Stored data ▸
::::::
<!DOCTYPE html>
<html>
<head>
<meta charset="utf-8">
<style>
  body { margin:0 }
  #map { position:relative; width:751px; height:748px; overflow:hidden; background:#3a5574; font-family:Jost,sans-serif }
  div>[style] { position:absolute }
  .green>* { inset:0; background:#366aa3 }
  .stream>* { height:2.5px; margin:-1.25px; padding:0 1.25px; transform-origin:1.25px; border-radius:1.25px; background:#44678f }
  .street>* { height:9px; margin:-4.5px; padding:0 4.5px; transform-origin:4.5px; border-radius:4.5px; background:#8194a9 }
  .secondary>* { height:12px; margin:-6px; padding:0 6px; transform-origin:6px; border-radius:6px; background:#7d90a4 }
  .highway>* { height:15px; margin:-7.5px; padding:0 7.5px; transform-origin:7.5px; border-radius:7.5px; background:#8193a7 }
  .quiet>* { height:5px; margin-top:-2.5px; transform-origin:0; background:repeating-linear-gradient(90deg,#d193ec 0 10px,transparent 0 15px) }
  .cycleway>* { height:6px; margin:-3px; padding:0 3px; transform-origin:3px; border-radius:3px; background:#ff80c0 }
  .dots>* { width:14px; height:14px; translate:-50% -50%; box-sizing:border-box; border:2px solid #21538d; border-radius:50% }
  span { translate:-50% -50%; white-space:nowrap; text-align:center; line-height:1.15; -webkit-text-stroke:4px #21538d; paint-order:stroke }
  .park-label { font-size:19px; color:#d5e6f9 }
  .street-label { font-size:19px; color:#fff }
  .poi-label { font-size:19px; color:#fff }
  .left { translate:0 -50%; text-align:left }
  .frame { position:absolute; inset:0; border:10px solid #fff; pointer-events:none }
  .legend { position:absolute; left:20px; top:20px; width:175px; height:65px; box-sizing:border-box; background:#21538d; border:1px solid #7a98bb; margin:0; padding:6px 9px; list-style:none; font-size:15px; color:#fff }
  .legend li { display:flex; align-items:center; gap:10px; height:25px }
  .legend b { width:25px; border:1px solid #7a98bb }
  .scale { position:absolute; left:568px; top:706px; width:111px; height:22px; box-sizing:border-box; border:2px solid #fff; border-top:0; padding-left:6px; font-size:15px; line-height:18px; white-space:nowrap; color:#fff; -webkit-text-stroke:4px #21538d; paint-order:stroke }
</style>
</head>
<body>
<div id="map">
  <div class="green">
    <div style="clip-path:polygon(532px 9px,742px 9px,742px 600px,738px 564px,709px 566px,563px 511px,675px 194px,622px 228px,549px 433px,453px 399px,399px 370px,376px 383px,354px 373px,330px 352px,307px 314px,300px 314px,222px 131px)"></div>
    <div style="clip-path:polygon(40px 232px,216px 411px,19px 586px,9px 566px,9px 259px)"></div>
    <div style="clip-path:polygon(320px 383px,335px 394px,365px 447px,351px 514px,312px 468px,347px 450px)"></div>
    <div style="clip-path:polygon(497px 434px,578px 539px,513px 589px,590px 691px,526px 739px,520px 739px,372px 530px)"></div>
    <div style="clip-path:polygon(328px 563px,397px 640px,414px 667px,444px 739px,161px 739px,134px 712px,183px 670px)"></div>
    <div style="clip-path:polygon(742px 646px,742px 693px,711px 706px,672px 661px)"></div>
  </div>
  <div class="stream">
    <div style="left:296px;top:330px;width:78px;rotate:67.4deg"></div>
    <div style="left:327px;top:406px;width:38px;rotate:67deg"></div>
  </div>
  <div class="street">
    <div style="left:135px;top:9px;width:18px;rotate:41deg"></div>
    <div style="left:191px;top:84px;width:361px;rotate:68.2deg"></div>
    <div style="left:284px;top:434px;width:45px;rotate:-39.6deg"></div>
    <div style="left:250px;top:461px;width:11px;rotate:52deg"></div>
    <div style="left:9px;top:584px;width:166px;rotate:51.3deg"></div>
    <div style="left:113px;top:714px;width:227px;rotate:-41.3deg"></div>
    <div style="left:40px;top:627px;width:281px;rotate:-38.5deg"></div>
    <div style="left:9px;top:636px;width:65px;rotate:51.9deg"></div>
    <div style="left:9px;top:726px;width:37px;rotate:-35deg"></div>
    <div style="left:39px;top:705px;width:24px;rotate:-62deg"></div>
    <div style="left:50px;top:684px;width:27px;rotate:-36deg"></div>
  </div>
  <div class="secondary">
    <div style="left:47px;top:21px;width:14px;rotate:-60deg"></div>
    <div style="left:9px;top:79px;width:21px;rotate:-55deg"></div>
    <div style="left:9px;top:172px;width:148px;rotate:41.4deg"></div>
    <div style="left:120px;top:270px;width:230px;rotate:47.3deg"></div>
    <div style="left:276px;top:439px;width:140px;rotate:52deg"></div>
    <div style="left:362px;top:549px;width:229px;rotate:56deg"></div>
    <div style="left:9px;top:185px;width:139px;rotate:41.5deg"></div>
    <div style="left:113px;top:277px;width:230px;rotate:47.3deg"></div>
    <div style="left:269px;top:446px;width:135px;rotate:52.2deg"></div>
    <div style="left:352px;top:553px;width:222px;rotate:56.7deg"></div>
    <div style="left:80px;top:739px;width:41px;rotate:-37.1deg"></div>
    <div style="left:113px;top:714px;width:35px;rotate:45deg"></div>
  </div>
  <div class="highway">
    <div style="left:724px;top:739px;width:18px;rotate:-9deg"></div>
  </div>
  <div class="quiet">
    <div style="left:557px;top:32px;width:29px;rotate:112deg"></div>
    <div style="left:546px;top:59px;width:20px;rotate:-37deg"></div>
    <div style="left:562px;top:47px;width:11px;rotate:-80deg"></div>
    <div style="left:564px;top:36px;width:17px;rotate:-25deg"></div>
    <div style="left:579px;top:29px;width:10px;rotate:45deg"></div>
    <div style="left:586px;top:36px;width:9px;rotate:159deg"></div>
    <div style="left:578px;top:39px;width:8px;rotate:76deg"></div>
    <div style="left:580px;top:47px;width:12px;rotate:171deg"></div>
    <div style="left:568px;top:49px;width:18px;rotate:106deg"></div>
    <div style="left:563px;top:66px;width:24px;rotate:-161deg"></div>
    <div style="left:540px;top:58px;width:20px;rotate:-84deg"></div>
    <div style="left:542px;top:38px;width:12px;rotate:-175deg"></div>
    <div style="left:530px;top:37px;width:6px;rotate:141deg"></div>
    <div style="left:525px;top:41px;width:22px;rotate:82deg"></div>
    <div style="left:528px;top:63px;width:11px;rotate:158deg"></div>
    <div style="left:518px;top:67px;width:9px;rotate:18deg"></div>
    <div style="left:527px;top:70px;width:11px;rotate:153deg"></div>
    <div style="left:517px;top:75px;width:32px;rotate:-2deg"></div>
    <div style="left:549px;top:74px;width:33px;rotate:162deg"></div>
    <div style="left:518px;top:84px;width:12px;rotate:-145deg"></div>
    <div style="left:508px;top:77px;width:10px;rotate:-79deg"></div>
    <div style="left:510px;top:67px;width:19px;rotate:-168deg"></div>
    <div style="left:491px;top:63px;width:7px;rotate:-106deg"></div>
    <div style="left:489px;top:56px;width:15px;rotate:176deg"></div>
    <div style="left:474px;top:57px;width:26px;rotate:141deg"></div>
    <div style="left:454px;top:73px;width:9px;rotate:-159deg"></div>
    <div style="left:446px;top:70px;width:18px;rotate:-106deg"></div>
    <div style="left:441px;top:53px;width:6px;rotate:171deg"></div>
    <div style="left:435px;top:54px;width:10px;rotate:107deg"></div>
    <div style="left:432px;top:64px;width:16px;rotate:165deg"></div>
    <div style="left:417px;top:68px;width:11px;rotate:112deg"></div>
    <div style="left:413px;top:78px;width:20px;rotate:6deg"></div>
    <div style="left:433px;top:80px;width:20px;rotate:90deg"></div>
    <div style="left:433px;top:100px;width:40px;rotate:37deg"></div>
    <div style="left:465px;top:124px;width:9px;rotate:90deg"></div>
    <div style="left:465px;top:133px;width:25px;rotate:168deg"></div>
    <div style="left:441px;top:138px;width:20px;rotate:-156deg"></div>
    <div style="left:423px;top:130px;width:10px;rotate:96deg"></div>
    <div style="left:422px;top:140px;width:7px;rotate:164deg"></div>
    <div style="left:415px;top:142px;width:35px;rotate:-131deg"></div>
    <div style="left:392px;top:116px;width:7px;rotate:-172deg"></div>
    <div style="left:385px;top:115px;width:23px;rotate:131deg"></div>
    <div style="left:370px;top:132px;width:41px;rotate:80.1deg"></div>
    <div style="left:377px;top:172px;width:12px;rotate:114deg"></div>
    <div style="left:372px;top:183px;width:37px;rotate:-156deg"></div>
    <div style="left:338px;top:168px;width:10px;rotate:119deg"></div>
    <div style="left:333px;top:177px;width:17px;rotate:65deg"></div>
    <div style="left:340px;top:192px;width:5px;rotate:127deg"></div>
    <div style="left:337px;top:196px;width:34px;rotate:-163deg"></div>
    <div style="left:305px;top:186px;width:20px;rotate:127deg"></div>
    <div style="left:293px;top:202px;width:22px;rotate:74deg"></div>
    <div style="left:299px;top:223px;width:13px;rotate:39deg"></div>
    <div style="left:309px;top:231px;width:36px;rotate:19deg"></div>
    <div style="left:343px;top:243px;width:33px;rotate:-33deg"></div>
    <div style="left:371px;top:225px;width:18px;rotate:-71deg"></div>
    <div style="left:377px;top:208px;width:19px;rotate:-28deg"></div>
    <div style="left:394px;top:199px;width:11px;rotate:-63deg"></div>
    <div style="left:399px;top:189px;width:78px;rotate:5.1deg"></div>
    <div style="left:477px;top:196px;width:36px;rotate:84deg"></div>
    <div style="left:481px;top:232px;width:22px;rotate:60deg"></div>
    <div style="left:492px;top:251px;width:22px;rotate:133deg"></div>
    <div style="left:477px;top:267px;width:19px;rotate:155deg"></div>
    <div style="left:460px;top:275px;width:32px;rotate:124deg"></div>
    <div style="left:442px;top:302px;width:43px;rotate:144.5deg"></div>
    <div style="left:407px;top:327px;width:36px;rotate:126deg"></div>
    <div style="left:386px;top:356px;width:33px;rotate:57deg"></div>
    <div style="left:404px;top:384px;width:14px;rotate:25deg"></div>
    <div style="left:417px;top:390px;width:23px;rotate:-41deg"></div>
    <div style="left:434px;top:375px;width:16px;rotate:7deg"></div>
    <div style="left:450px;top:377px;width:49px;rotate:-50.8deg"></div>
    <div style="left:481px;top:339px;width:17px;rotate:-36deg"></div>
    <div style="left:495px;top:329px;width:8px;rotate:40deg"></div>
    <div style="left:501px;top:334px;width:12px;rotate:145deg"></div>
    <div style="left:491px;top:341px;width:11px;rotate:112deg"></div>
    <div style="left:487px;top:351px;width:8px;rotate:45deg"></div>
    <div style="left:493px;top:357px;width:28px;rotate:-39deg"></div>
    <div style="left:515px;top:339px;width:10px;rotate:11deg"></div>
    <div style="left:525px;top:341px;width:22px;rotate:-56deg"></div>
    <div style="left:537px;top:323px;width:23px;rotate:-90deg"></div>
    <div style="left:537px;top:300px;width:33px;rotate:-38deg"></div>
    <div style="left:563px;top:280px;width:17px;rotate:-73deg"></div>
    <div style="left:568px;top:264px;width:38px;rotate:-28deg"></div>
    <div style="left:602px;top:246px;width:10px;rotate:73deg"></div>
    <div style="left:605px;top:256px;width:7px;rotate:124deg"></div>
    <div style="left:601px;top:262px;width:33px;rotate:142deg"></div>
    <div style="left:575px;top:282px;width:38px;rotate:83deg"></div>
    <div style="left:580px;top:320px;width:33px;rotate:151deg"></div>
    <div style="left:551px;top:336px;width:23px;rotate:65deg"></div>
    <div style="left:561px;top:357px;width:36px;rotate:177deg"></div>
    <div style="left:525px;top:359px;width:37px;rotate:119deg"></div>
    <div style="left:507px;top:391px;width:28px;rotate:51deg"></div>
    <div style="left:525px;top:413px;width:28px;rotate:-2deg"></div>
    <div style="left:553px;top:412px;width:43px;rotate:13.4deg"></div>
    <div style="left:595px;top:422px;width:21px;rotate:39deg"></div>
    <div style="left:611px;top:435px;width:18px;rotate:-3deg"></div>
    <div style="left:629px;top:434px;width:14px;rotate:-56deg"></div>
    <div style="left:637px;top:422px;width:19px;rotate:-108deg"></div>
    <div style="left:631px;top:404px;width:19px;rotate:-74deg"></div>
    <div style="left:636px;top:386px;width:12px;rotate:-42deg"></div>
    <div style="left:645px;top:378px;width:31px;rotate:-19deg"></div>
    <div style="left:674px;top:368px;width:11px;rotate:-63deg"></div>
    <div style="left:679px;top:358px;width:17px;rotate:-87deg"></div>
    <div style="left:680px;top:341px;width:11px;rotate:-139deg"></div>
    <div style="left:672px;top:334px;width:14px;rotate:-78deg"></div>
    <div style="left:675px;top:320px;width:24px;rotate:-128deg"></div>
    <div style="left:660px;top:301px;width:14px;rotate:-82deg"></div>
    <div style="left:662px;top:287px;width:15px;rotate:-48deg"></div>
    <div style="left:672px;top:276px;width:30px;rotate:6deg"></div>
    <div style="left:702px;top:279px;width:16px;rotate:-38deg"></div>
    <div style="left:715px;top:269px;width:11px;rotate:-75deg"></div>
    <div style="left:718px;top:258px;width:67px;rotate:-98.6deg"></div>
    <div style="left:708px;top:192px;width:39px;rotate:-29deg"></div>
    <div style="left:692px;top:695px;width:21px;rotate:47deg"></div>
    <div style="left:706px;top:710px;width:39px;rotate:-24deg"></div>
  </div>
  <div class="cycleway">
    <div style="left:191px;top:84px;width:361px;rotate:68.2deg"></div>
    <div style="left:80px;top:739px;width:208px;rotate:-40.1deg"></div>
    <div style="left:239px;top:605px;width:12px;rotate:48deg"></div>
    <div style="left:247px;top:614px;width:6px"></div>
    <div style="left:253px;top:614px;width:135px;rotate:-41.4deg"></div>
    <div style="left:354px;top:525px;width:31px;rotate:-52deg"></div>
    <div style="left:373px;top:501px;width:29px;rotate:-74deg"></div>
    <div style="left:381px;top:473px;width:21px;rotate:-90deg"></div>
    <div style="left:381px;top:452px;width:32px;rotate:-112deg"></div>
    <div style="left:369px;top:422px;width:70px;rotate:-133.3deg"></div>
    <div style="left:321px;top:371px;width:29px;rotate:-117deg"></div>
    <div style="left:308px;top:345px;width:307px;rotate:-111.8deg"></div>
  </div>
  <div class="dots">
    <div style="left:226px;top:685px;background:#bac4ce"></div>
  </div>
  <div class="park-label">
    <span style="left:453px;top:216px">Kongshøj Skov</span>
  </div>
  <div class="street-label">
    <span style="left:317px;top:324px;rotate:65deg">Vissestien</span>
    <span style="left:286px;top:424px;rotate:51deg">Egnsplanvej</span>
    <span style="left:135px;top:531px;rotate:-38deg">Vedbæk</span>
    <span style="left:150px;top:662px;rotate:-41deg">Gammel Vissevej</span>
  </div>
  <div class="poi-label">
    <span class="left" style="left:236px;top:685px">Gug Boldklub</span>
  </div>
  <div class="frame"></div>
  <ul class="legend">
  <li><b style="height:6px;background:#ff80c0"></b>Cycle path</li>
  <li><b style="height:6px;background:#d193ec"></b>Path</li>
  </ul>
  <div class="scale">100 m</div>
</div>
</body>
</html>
::::::
Problem to work on ▸
Wherever a line in the records contains the word "frame", copy that line.

Response box ▸
  .frame { position:absolute; inset:0; border:10px solid #fff; pointer-events:none }
  <div class="frame"></div>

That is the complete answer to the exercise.